The old saying “It’s what’s on the inside that counts” is something insurance leaders need to take to heart when trying to get young people interested in their company, experts told a recent conference.

Plastering your company name on the side of a building on an attractive sign might be enough to catch the eye of a student thinking about a career with you, but that’s just the start.

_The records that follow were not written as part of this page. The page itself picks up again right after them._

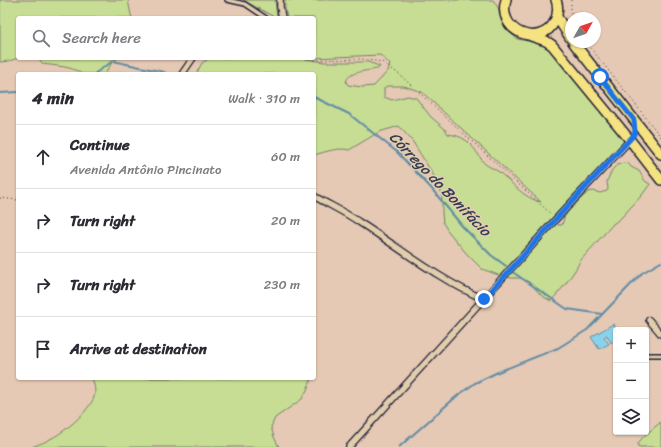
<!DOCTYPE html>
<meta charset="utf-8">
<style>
body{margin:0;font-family:Sriracha,sans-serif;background:#f2f2f3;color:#2b2b33}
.controls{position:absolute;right:12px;bottom:12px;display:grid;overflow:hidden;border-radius:4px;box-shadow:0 1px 3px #0004}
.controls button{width:36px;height:36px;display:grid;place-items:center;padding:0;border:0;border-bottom:1px solid #e1e1e2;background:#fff;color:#2b2b33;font:20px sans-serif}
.compass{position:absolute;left:565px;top:12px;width:36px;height:36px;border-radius:50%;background:#fff;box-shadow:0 1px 3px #0004;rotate:50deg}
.stop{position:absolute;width:12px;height:12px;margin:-9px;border:3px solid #1a73e8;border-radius:50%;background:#fff}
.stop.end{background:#1a73e8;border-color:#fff;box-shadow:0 1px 4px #0008}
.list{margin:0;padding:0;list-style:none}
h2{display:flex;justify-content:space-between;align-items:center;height:52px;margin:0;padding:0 16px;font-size:17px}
h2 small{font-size:13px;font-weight:400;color:#7c7c81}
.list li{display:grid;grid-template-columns:26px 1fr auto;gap:12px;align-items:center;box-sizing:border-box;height:64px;padding:0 16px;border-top:1px solid #e1e1e2}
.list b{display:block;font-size:15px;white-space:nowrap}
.list p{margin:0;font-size:13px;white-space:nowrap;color:#7c7c81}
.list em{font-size:13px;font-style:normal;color:#7c7c81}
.icon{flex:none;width:22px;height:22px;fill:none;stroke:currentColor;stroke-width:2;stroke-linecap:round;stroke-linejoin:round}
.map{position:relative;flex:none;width:661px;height:447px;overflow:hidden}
.search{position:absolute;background:#fff;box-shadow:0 1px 3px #0004;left:16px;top:16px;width:300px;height:44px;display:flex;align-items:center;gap:10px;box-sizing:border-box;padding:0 14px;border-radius:4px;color:#7c7c81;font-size:15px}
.panel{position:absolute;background:#fff;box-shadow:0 1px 3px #0004;left:16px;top:72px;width:300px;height:308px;border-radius:4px}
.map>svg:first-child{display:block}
.green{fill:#c6dd93;stroke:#748067;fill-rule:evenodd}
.water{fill:#8ad2eb;stroke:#608ca5}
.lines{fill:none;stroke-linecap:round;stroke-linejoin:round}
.stream{stroke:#608ca5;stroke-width:2}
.service-casing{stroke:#22223b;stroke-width:6}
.minor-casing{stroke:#22223b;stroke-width:8}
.primary-casing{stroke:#22223b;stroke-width:12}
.path{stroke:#22223b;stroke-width:1;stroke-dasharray:1 3;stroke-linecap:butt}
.service{stroke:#e2cdac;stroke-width:3}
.minor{stroke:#e2cdac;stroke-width:5.5}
.primary{stroke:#f5e382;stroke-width:9}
.route{stroke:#1a73e8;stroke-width:5}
.labels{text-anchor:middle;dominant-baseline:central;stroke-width:3;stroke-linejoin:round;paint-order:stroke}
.water-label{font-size:15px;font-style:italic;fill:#323c55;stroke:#e2cdac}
</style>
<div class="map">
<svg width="661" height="447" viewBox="0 0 661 447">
<rect width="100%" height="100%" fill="#e5c9b4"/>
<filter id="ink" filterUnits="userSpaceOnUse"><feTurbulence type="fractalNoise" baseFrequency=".025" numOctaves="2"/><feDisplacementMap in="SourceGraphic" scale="8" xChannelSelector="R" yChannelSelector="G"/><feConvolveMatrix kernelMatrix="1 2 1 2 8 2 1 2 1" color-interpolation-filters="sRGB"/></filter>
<g filter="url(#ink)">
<!-- green -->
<path class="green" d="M 0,0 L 128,0 L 131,15 L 132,18 L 18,18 L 18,58 L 9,61 L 0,62 Z
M 243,0 L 275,0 L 277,18 L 276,18 Z
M 285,0 L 493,0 L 499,9 L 505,28 L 517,39 L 539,43 L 555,50 L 623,136 L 624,143 L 557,220 L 558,225 L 562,225 L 564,218 L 569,210 L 588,192 L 593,191 L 600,193 L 607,191 L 608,189 L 607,181 L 612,170 L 617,165 L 627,162 L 631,167 L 639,171 L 645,181 L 650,184 L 642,195 L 621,218 L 613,224 L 580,261 L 576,269 L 564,286 L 551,301 L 542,296 L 529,282 L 520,278 L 511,278 L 501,276 L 482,269 L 466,253 L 448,231 L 443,223 L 442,213 L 442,194 L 434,176 L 413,142 L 399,126 L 379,132 L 349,150 C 338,147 325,152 314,155 L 314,74 L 196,74 L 202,63 L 210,58 L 300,58 L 324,62 L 368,62 L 379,66 L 380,67 L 377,69 C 368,71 348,71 346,82 L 348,85 L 362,87 L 374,86 L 388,71 L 390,64 L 380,55 L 313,58 L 314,58 L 314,18 L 287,18 L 285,8 ZM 387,86 L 404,86 L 422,92 L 541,202 C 523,198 513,183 499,172 C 495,169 489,167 485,164 C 482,161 480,157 478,154 C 469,141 463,136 448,134 L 445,129 L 431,117 L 416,98 L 408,96 L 392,100 L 384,97 L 384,89 L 385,87 Z
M 41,58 L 118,58 L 113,61 L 106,72 L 107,74 L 82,74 C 73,66 54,66 43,64 L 40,60 Z
M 92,378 L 311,378 L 311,380 L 307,390 L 302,399 L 275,418 L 271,427 L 274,437 L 279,447 L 32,447 C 39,444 46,442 52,438 C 66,431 89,411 94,397 C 96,391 94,384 92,378 Z
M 661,422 L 661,447 L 638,447 L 638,443 L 645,435 Z"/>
<!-- water -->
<path class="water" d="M 613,324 L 618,330 L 616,330 L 616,339 L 611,343 L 607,335 L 604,337 L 609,344 L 599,349 L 591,337 Z"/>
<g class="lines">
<!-- stream -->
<path class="stream" d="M 94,74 L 113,61 L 131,65 L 164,72 L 167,74
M 0,93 L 18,92
M 314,97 L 349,114 L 397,152 L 431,188 L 463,227 L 491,255 L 506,266
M 514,273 L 567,309 L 602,314
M 399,447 L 457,396 L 475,383 L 498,372 L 558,348 L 587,330 L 642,273 L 661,262"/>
<!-- service casing -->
<g class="service-casing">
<path id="service" d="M 227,0 L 245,4 L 266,18
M 646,355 L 661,355"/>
</g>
<!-- minor casing -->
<g class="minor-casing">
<path id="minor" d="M 280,0 L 280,7 L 282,18
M 182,74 L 193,58
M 314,196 C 329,205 345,212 359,222 C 400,248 439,280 484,299
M 649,320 L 661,334
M 349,447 L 556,219 L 630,140"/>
</g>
<!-- primary casing -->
<g class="primary-casing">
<path id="primary" d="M 506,0 C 496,31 540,50 555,21 C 558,14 559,8 556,0
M 557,17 L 571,39
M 531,36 L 546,41 L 552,45 L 630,140 L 661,180
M 573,42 L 661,154"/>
</g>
<!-- path -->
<path class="path" d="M 571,0 L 571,18
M 586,42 L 661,137
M 311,58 L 315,60 L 360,59 L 382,62 L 399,74 L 551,214
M 0,198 L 18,200"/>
<!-- service -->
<use href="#service" class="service"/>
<!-- minor -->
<use href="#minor" class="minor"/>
<!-- primary -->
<use href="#primary" class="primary"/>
</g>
</g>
<g class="lines" filter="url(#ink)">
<!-- route -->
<path class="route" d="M 484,299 L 556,219 L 633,136 L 635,132 L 634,120 L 600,77"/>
</g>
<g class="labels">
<!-- water labels -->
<g class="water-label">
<text transform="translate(440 184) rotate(46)">Córrego do Bonifácio</text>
</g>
</g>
</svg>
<div class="controls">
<button>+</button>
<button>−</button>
<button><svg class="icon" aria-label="layers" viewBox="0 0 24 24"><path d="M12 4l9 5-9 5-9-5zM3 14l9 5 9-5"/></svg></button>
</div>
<svg class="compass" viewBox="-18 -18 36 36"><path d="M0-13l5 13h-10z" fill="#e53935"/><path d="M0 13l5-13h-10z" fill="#7c7c81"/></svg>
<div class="stop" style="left:600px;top:77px"></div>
<div class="stop end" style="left:484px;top:299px"></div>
<div class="search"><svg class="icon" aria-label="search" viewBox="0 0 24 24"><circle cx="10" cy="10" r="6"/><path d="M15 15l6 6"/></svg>Search here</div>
<section class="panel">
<h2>4 min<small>Walk · 310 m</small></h2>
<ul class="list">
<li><svg class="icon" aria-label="ahead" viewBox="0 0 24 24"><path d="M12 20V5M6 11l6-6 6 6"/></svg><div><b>Continue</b><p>Avenida Antônio Pincinato</p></div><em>60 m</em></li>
<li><svg class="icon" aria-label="right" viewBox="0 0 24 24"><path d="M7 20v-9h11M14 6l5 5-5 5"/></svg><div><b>Turn right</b></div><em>20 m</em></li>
<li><svg class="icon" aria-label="right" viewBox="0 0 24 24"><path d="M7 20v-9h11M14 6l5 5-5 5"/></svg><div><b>Turn right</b></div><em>230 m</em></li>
<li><svg class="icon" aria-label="arrive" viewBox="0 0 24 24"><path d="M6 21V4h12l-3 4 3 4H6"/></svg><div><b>Arrive at destination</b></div></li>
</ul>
</section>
</div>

Bring them inside as well, said John McNeil, co-ordinator of the Insurance Management Program at Humber College.

“When they walk downtown on the weekend, they see all of your signs on the buildings and they wonder what it looks like on the inside,” he said at the recent Canadian Independent Adjusters’ Association Claims Summit in Toronto. “So your work environment is really important.”

Hosting a field trip to pull back the curtain and letting them see your people in action can help remove some of the mystery, he added as part of a panel with Natasha Reichen of TalentEgg and Trevor Buttram, manager of Career Connections at the Insurance Institute of Canada.

The claims sector, along with the rest of the insurance industry, is fighting hard to attract young, talented workers to the field. The panel went through a number of strategies companies can use to help.

Diversity was one that was flagged as essential – but not just cultural. “It’s also age diversity and understanding that different thoughts and perspectives and opinions and experiences on a team formulate some of the best teams,” Reichen said.

McNeil agreed, also pointing out that while many companies like to talk a lot about diversity, some say something different in their actions. His students, who are regularly researching companies, can tell when there’s something missing.

“If you’re not telling your story as a company, you’re leaving it to my students to figure it out,” he said.

Naturally, the young generation is smart since that’s what insurance companies are looking for when recruiting. “Last year, I had five lawyers in my class; this year, I have two doctors in my program with MBAs,” McNeil said. “I look at their resume when I’m trying to help them out and I look at mine, I’m like ‘Don’t apply for my job tomorrow.’”

The problem is, other industries are after the same group, Reichen said. The mistake some make is to dismiss them if they’re immigrants and discounting the education they’re received abroad, Buttram pointed out. Insurance leaders can’t do the same.

“Some of the top-ranked business schools in the world are in India. Some of the top-ranked medical schools are in fact in other parts of the world,” he said. “That expertise that’s coming to Canada [and] we have the opportunity to leverage that and offer them a career path where they can apply that expertise, knowledge and background in some of our most complex and difficult roles.”

It’s the soft skills that remain critical when evaluating talent, McNeil said. “Our industry is based on relationships and it’s the personal relationships and the ability to just communicate is really important. Claims is where people see the company in action and that’s something we really stress on our side – the relationships.”